Réduire sa consommation peut aider à cesser de fumer

En réduisant leur consommation de tabac, les fumeurs augmentent-ils leurs chances de cessation? Les docteurs John R. Hughes, de l’University of Vermont, et Matthew J. Carpenter, de la Medical University of South Carolina, ont tenté d’y répondre par une étude publiée dans l’édition de décembre 2006 de la revue Nicotine & Tobacco Research. Bien que la réduction puisse aider les fumeurs qui ne cherchent pas à cesser de fumer, ils concluent que de sérieux doutes demeurent par rapport à l’impact de la promotion de cette méthode chez les fumeurs qui tentent activement d’arrêter.

Pour leurs recherches, les docteurs Hughes et Carpenter ont analysé 19 études de langue anglaise qu’ils ont divisées en trois catégories. La première comparait des fumeurs ayant diminué leur consommation de cigarettes d’au moins 50 % à d’autres l’ayant maintenue. Sur six analyses, quatre ont noté une plus grande proportion d’abstinence parmi ceux qui avaient réduit leur consommation. Les auteurs mettent cependant un bémol à ce constat en supposant que les participants qui ont fumé moins ont pu être motivés par le désir d’arrêter. Par contre, ils suggèrent aussi que sans la diminution, ces derniers auraient pu se considérer incapables d’arrêter.

Dans la deuxième catégorie, tous les participants étaient encouragés à restreindre leur consommation. Ceux-ci étaient divisés en deux groupes : un dans lequel la diminution était accompagnée de thérapies de remplacement de la nicotine (gomme, inhalateur ou traitements multiples) et un groupe témoin.

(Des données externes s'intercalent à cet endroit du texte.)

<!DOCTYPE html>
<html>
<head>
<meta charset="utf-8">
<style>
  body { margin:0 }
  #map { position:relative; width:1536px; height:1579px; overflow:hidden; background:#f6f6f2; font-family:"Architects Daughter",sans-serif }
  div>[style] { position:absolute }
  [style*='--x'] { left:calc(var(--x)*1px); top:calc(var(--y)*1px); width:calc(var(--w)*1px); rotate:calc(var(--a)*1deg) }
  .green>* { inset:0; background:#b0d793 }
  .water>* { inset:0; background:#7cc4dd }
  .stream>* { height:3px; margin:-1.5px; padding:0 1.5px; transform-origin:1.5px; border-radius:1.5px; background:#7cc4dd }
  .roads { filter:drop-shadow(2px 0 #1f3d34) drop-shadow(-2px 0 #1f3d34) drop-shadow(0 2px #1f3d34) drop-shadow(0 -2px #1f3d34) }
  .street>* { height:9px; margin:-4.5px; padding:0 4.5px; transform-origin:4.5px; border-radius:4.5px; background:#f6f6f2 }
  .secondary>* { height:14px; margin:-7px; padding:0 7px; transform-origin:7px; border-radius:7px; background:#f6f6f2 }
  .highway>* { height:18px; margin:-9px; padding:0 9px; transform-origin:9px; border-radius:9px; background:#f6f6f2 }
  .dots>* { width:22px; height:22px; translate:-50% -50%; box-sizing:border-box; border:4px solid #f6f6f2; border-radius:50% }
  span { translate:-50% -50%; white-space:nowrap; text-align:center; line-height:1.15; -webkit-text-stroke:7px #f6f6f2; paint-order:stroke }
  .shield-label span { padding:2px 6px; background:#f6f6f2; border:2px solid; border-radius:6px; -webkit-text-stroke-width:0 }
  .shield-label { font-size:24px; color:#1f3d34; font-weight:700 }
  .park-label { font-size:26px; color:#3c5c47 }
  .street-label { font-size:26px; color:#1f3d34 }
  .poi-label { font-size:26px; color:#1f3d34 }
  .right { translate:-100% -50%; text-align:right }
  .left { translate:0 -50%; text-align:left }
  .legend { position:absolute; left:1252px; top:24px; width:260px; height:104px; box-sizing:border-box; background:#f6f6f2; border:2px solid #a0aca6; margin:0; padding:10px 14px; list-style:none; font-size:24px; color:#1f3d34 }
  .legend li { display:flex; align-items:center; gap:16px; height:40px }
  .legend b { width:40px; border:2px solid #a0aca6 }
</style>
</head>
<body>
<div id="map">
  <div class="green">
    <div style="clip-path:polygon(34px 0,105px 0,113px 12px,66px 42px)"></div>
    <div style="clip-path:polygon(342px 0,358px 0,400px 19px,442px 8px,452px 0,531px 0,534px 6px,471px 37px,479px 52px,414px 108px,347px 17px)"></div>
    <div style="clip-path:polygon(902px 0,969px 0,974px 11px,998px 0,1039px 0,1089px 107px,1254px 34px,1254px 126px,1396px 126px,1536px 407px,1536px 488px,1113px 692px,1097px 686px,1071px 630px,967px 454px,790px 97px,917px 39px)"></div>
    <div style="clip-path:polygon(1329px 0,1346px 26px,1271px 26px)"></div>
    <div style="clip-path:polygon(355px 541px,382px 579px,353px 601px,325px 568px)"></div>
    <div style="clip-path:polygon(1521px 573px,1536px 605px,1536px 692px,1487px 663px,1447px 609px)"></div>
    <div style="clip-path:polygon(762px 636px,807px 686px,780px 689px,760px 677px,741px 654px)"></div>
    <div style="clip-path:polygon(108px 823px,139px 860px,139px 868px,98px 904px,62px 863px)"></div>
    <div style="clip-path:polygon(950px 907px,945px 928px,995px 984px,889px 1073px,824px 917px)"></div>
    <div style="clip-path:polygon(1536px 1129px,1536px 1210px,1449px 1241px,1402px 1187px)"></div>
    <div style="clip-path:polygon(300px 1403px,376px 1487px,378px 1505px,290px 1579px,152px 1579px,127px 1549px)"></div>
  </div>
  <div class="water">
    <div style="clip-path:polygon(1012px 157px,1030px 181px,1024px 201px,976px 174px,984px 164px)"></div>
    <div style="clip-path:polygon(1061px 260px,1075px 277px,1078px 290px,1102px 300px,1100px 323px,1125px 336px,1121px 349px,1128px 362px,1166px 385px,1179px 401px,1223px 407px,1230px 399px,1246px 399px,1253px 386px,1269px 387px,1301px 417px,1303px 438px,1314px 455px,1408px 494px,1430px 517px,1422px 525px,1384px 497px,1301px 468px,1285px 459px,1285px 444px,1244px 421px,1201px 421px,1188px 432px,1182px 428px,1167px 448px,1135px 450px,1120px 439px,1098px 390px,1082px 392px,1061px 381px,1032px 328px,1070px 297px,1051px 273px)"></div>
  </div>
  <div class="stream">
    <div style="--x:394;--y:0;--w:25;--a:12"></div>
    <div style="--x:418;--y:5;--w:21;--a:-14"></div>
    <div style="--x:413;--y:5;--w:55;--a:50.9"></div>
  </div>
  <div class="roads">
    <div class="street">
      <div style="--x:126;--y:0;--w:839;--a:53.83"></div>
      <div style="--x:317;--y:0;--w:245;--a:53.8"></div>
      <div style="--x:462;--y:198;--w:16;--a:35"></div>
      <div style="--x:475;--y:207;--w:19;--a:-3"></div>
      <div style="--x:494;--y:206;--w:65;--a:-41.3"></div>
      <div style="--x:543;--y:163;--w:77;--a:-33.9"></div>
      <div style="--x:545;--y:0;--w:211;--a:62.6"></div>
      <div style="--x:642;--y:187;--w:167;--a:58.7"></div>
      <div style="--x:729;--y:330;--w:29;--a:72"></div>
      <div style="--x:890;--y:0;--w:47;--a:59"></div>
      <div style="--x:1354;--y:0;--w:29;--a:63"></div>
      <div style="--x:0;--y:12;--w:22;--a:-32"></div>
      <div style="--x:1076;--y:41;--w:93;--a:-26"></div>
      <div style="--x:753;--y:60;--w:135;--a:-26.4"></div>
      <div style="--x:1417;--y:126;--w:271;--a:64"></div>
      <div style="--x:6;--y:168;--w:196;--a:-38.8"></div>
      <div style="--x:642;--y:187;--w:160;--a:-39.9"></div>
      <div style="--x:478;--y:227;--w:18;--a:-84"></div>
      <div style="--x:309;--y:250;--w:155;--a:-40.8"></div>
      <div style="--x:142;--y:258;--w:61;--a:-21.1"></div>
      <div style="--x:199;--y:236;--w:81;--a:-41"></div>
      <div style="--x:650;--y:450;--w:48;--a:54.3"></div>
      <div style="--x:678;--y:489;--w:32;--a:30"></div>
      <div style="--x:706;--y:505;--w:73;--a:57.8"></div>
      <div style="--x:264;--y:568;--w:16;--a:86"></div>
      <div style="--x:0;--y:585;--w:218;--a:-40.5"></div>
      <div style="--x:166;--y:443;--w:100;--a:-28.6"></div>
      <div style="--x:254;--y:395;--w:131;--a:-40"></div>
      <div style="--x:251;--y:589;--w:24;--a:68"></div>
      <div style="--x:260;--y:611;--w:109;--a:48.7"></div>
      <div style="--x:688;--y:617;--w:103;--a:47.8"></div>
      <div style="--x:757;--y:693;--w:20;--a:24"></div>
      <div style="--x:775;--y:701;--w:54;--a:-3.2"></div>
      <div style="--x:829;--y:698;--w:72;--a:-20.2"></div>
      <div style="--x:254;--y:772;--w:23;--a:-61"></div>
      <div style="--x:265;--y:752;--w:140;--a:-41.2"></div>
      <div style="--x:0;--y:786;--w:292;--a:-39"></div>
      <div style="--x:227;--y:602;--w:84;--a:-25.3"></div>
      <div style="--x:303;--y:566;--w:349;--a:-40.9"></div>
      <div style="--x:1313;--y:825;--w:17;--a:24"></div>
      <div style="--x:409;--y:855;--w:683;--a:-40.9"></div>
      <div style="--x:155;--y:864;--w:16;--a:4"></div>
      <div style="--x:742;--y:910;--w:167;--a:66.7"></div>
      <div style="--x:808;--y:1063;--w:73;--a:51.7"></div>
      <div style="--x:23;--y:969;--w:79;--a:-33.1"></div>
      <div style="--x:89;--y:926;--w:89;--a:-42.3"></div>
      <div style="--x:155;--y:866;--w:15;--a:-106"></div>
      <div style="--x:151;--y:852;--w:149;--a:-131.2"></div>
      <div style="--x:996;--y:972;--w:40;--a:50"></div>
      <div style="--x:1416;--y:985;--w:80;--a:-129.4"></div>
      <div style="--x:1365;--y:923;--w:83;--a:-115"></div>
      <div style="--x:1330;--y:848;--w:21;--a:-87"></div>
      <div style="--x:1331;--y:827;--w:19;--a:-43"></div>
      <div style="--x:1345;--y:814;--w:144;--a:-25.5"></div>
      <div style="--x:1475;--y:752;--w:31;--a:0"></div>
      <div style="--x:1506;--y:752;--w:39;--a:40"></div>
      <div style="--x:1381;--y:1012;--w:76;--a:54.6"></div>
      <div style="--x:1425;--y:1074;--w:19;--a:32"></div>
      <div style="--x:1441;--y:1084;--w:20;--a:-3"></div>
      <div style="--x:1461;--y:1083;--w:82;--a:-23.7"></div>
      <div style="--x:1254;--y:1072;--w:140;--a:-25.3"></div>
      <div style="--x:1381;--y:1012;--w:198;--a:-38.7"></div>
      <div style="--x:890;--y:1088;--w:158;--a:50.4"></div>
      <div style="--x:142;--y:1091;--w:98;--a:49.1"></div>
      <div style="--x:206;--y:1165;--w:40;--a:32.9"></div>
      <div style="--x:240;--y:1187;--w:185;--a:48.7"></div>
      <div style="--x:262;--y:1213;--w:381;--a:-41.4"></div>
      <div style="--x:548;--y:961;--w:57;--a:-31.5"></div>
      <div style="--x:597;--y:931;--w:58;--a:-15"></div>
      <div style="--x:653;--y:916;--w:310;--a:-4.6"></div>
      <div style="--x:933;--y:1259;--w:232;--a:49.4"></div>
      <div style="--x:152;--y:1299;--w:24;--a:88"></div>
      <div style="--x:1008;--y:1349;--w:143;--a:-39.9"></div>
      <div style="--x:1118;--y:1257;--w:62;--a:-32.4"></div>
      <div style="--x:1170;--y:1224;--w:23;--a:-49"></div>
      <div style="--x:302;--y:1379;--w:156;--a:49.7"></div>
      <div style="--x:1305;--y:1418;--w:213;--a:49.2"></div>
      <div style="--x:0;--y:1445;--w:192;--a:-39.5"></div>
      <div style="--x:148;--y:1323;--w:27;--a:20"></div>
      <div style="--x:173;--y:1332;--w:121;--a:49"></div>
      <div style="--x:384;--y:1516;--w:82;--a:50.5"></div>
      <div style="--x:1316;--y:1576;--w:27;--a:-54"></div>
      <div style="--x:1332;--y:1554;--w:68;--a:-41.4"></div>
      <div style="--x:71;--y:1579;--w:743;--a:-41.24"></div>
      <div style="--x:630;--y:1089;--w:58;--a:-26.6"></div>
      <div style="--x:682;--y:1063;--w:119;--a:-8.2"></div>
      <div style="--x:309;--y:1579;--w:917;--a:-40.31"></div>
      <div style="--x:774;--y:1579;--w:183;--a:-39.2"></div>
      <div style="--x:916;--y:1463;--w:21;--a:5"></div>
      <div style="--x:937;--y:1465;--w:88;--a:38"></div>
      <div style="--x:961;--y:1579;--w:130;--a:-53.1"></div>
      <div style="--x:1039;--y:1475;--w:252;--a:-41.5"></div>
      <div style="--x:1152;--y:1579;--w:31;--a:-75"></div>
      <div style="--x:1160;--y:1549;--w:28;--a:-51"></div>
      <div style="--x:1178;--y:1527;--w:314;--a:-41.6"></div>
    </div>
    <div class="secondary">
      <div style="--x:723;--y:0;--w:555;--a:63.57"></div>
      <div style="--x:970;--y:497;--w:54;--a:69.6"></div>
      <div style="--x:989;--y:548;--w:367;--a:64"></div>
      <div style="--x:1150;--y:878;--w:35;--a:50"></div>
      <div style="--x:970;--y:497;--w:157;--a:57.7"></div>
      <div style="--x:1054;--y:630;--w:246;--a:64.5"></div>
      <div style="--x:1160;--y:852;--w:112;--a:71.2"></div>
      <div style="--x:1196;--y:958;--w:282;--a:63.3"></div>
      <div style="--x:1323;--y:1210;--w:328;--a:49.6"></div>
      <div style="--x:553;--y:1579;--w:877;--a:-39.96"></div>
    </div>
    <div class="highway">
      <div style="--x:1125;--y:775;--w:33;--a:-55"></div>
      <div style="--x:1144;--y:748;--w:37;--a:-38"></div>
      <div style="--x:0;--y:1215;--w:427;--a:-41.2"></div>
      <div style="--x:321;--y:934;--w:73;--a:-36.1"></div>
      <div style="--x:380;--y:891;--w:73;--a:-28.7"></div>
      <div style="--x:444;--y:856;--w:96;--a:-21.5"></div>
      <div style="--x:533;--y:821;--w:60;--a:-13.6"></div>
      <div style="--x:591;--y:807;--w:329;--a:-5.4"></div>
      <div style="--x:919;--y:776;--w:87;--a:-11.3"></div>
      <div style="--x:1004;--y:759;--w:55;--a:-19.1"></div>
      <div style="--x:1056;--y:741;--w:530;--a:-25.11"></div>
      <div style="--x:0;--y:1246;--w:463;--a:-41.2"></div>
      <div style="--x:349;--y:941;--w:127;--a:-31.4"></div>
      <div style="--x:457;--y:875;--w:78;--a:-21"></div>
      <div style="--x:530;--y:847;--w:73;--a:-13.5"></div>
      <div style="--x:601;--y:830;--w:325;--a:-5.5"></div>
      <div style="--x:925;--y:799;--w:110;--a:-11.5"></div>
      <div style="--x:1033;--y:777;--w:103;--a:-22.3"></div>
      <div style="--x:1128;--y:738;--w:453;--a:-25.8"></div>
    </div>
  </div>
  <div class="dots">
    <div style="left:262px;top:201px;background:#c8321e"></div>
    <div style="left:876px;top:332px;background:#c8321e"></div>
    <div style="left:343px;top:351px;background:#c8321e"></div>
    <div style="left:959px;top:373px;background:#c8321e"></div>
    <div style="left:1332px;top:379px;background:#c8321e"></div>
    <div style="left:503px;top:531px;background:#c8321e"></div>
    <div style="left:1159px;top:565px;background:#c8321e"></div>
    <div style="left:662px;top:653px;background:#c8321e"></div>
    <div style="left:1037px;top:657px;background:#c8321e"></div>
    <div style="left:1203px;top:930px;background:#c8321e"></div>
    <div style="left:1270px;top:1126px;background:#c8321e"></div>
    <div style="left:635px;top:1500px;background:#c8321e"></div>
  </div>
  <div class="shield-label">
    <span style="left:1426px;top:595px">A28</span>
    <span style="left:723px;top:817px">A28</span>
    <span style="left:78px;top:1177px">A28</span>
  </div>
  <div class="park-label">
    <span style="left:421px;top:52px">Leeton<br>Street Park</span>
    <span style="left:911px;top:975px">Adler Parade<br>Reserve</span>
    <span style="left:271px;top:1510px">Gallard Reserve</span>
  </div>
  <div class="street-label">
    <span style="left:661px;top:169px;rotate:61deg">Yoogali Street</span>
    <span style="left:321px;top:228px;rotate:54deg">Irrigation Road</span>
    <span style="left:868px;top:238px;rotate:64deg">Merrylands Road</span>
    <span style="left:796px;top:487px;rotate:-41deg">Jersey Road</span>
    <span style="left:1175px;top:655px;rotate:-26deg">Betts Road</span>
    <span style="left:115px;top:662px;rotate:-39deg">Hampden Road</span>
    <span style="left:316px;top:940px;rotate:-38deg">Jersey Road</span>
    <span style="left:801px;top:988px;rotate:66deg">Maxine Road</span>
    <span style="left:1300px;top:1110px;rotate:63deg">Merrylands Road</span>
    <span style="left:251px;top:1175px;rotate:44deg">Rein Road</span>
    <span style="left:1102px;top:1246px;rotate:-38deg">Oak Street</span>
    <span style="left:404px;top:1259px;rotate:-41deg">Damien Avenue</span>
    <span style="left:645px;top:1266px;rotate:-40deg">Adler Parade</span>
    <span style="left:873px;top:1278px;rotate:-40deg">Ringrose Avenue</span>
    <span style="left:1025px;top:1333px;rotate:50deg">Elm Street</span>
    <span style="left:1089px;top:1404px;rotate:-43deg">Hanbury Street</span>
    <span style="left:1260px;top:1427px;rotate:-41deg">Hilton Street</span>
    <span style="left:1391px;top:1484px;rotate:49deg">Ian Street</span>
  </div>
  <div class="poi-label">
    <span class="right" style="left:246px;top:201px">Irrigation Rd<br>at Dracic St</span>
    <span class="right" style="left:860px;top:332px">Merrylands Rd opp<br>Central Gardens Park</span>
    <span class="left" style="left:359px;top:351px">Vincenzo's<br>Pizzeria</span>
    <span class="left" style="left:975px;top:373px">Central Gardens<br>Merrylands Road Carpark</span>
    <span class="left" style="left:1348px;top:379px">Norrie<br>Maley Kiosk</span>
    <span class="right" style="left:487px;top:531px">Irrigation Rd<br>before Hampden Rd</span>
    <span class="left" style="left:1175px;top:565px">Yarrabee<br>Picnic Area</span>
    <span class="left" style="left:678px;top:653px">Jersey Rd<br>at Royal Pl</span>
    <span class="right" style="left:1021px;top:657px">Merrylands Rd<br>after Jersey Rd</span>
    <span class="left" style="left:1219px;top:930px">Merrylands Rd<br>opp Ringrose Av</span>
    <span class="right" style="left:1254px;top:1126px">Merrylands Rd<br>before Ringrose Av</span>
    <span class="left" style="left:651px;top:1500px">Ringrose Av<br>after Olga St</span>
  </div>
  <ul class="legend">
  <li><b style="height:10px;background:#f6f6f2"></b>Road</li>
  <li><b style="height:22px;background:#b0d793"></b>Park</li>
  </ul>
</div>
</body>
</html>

Toutes les études ont démontré un ratio de non-fumeurs égal ou supérieur chez les participants qui ont reçu une thérapie, ainsi qu’une plus grande réduction de la consommation dans ce même groupe.

Enfin, la dernière catégorie portait sur des fumeurs qui ne cherchaient pas à arrêter de fumer. Une partie d’entre eux avait pour directive de réduire leur consommation, et l’autre, de la maintenir. Des conseils de renoncement au tabac étaient dispensés à certains participants du deuxième groupe. Les études analysées concluent non seulement que les personnes ayant consommé moins de cigarettes étaient plus nombreuses à avoir cessé de fumer, mais aussi qu’elles avaient plus de chances de devenir non-fumeuses – en réduisant leur consommation – que celles qui avaient bénéficié de soutien à la cessation.

L’article des docteurs Hughes et Carpenter révèle que les personnes ayant reçu un message de réduction plutôt que d’abandon étaient plus motivées à arrêter de fumer. Il souligne cependant les dangers potentiels liés à la promotion de la diminution de la consommation de cigarettes plutôt que l’arrêt complet. Les auteurs évoquent, en effet, la possibilité que les fumeurs qui cherchent à vaincre complètement leur dépendance voient leur détermination sapée par toute promotion de la diminution, ou qu’un message soit envoyé aux adolescents ou aux ex-fumeurs à l’effet qu’il est sécuritaire de fumer à petites doses.

Objectif ultime : la cessation complète

Le docteur André Gervais, pneumologue et médecin-conseil à la Direction de santé publique de Montréal, indique que les résultats de l’étude semblent encourageants, car la diminution de consommation n’a, dans aucune des études, découragé les fumeurs à cesser complètement. Cependant, il estime que ceux-ci ne devraient pas considérer la diminution comme un objectif acceptable en lui-même.

Loin d’être certain que la diminution de la consommation mène à une réduction des risques liés au tabagisme, le Dr Gervais mentionne que ce n’est pas parce que le nombre de cigarettes consommées est moindre que la quantité de fumée inhalée est proportionnellement inférieure. « Les fumeurs peuvent prendre des bouffées plus profondes, ou plus de bouffées », explique-t-il. À son avis, les études existantes sur ce sujet sont imparfaites et n’incluent aucun paramètre biologique qui pourrait faire la lumière sur les risques réels. Il ne recommande la diminution que dans les cas de personnes qui ne peuvent arrêter complètement, mais sans jamais perdre de vue l’objectif ultime de la cessation complète.